Wie kommt man zu so einen Job? | #Kovac #MiaSanMia #H96FCB

Die Personalie Niko Kovac beschäftigt mich noch immer. Nicht zuletzt natürlich auch deswegen, weil der Fußballgott uns das Traumfinale gegen Eintracht Frankfurt im DFB-Pokal beschert hat. Besser hätte man das kaum in irgendeinem Drehbuch schreiben können.

Halten wir mal fest, dass Kovac noch immer behauptet, der FC Bayern München habe am Tag X morgens angerufen und ihm die Stelle als Cheftrainer angeboten. Abends habe er dann zugesagt. Kontakt hätte es vorher nicht gegeben.

Die erste Frage, die ich mir stelle: woher wusste man dann von der Ausstiegsklausel, die eine Wechsel überhaupt möglich macht?
Gut, das kann man sich leicht erklären. Natürlich könnte der FC Bayern am besagten Morgen einfach mal nachgefragt haben: “…wir wollen, kannst Du?”.
Aber vielleicht hat Kovac seinem Freund Salihamidzic auch einen Gruß in die Weihnachtskarte geschrieben: “Frohe Weihnachten und ein gutes neues Jahr. Gruß, Niko. PS.: ….wenn der Jupp immer noch nicht will, ich könnte, Hashtag Austiegsklausel zwinker…”

Aber was mich noch viel mehr beschäftigt, ist die Frage, wie man an so einen Job kommt?
Ich hatte tatsächlich den Gedanken, der FC Bayern München einigt sich auf ein gewisses Anforderungsprofil, schreibt sich dann ein paar Namen auf und man erstellt eine Reihenfolge, wen man als erstes kontaktiert.
Dieser Kandidat müsste dann erst einmal bereit und auch verfügbar sein. Dann setzt man sich zusammen, tauscht sich über Vorstellungen, Wünsche und Forderungen aus. Und wenn jede Partei sich nach einer kurzen Bedenkzeit sicher ist, dass die Zusammenarbeit zustande kommen sollte, setzt man sich an den Vertrag.

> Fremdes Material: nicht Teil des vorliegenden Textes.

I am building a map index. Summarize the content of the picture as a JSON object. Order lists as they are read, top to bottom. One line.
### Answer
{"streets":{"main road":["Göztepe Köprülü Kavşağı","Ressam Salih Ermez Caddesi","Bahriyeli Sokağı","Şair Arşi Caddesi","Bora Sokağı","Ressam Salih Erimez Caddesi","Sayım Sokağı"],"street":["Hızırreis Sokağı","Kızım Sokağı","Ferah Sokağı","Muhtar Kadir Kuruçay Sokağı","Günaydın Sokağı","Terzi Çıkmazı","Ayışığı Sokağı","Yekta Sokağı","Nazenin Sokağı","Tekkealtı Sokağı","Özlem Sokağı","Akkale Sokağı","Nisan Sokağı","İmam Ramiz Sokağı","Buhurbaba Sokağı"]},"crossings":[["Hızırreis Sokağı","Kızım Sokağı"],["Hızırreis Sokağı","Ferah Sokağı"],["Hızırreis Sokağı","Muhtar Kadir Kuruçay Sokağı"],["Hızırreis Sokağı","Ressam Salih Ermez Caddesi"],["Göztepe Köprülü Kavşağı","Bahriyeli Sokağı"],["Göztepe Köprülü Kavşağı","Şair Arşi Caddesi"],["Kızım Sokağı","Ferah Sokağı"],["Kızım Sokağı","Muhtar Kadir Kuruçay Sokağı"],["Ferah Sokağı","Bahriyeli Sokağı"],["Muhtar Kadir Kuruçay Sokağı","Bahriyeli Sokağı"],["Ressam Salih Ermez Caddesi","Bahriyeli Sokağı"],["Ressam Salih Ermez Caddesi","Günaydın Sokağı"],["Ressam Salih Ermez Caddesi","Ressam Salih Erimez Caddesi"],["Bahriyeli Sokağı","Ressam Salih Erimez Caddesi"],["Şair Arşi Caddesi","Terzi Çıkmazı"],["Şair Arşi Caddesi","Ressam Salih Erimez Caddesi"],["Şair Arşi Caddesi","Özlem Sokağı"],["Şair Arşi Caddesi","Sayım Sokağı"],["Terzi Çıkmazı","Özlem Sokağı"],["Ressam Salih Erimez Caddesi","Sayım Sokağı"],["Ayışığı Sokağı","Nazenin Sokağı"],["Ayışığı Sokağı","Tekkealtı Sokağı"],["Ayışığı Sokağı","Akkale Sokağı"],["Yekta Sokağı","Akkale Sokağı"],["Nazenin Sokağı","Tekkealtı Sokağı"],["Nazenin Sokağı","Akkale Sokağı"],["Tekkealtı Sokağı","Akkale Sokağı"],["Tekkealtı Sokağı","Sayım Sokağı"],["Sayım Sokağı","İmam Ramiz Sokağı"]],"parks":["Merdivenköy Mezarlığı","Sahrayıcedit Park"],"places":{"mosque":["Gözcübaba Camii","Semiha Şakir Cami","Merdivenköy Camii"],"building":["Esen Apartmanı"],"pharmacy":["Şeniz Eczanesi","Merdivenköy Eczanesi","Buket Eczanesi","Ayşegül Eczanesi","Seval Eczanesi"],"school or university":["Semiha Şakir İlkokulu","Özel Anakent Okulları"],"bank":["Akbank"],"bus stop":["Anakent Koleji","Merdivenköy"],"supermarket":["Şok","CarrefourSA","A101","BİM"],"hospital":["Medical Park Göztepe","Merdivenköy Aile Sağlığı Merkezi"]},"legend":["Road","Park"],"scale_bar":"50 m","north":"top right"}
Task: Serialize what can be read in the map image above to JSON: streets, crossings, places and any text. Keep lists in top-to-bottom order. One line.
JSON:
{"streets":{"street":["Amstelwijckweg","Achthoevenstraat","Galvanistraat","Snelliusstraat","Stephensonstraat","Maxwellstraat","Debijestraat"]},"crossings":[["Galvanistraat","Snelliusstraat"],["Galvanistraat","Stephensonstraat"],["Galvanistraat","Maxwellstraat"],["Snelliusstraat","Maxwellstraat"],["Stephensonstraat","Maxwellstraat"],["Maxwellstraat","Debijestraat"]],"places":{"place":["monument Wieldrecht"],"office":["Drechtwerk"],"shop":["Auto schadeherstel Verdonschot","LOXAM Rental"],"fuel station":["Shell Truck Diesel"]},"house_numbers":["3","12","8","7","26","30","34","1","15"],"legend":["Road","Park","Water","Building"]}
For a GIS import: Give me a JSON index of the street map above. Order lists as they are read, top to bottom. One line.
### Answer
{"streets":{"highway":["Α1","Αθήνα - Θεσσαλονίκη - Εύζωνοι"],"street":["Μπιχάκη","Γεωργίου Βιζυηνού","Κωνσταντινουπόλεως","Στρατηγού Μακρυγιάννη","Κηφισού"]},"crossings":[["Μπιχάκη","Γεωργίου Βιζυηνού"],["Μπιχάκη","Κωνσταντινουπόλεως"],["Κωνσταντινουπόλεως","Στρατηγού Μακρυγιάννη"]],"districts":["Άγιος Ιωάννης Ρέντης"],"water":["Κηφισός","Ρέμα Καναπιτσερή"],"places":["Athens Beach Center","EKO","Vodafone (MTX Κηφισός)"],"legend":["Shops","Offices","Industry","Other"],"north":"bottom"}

Aber nein. Hier hat man einfach mal dem Motto “Willste? Ah Du kannst, ja super, dann mach es doch.” verhandelt.
Interessanterweise wird Kovac öffentlich als der Wunschtrainer von Salihamidzic verkauft. Womit dann die großen Egos des Vereins auch aus der Schußlinie sein dürften, wenn es schiefgeht.

Ich schließe immer noch nicht aus, dass Niko Kovac so ein Glücksgriff für den Verein wird, dass man sich über diese ganzen Kuriositäten später nie wieder Gedanken machen wird.
Sollte es aber anders kommen, werden diese Fragen irgendwann wieder gestellt. Und dann darf man gespannt sein, welche Erklärungen man dann gibt. Vielleicht nimmt man sich ja ein Beispiel an unsere Politiker: “Wir könnten das jetzt alles aufklären, aber wir wollen die Fans nicht unnötig verunsichern. Lieber gar nichts sagen, als etwas falsches sagen. Wir schaffen das.”.